## PROMPT
State the number of lines in the following material that contain the string "bounding", and nothing else.

*** DATASET RECORDS ***

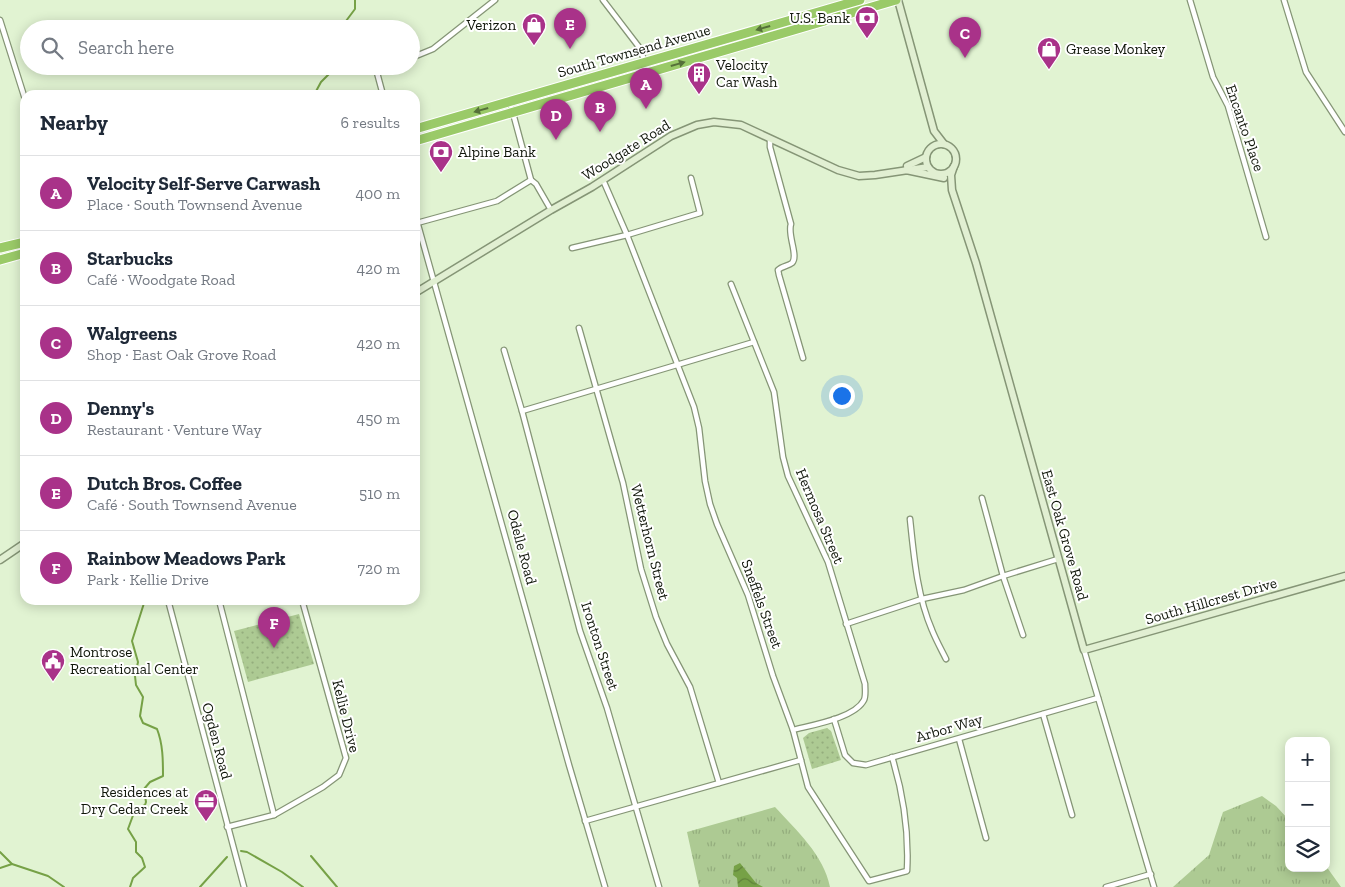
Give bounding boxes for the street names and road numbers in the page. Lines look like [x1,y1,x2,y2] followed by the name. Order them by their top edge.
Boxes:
[556,21,712,81] street label: South Townsend Avenue
[1222,82,1268,174] street label: Encanto Place
[579,115,674,184] street label: Woodgate Road
[792,466,848,567] street label: Hermosa Street
[1038,468,1092,603] street label: East Oak Grove Road
[627,482,673,602] street label: Wetterhorn Street
[503,508,541,587] street label: Odelle Road
[738,557,787,651] street label: Sneffels Street
[1143,574,1279,628] street label: South Hillcrest Drive
[577,599,623,693] street label: Ironton Street
[328,678,364,754] street label: Kellie Drive
[198,701,236,782] street label: Ogden Road
[914,710,985,746] street label: Arbor Way

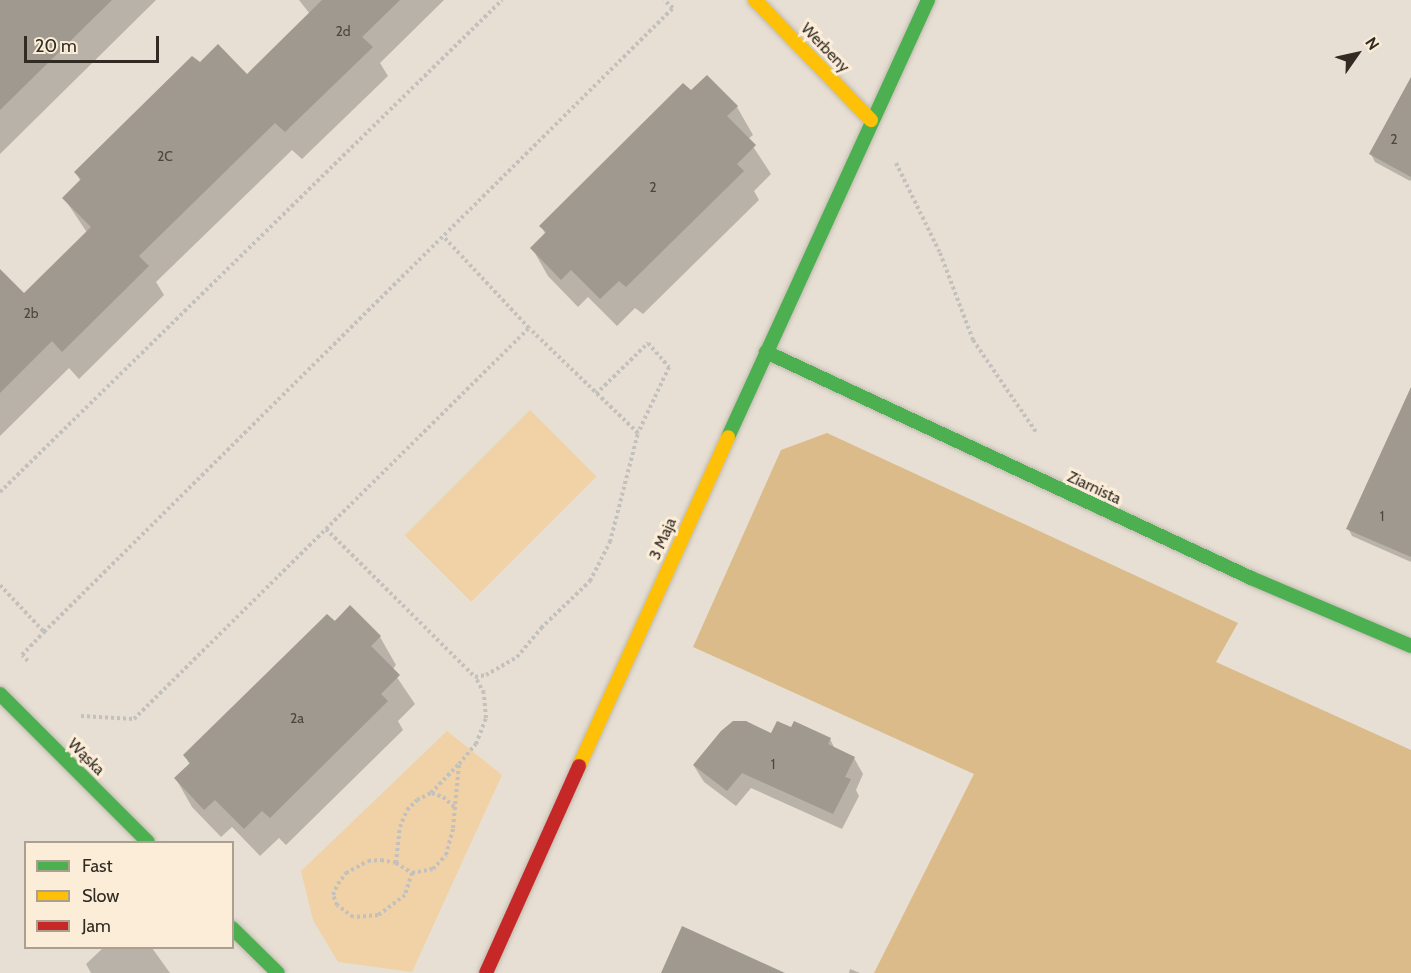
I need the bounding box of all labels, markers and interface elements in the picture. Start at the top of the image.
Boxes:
street label: Werbeny [797,19,853,77]
house number: 2d [335,23,351,39]
scale bar [27,24,162,62]
north arrow [1327,24,1387,84]
text: N [1361,34,1383,54]
text: 20 m [35,35,77,57]
house number: 2 [1390,131,1398,147]
house number: 2C [157,148,173,164]
house number: 2 [649,179,657,195]
house number: 2b [23,305,39,321]
street label: Ziarnista [1064,467,1124,509]
house number: 1 [1380,508,1384,524]
street label: 3 Maja [645,515,681,563]
house number: 2a [290,710,304,726]
street label: Wąska [64,735,108,779]
house number: 1 [771,756,775,772]
legend [24,841,234,949]
text: Fast [82,855,113,877]
text: Slow [82,885,119,907]
text: Jam [82,915,111,937]

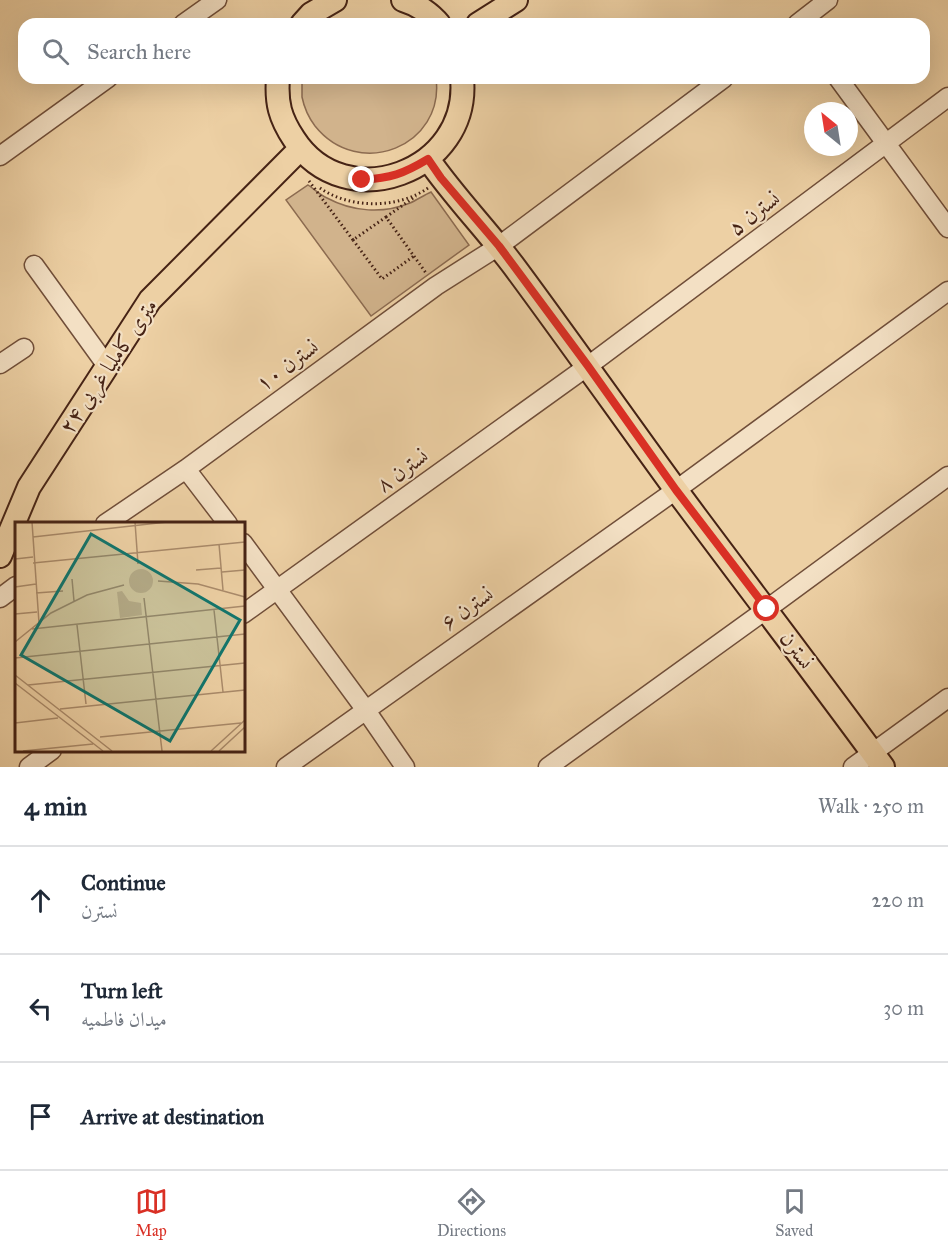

*** End of DATASET RECORDS ***

## OUTPUT FOR THIS TASK
2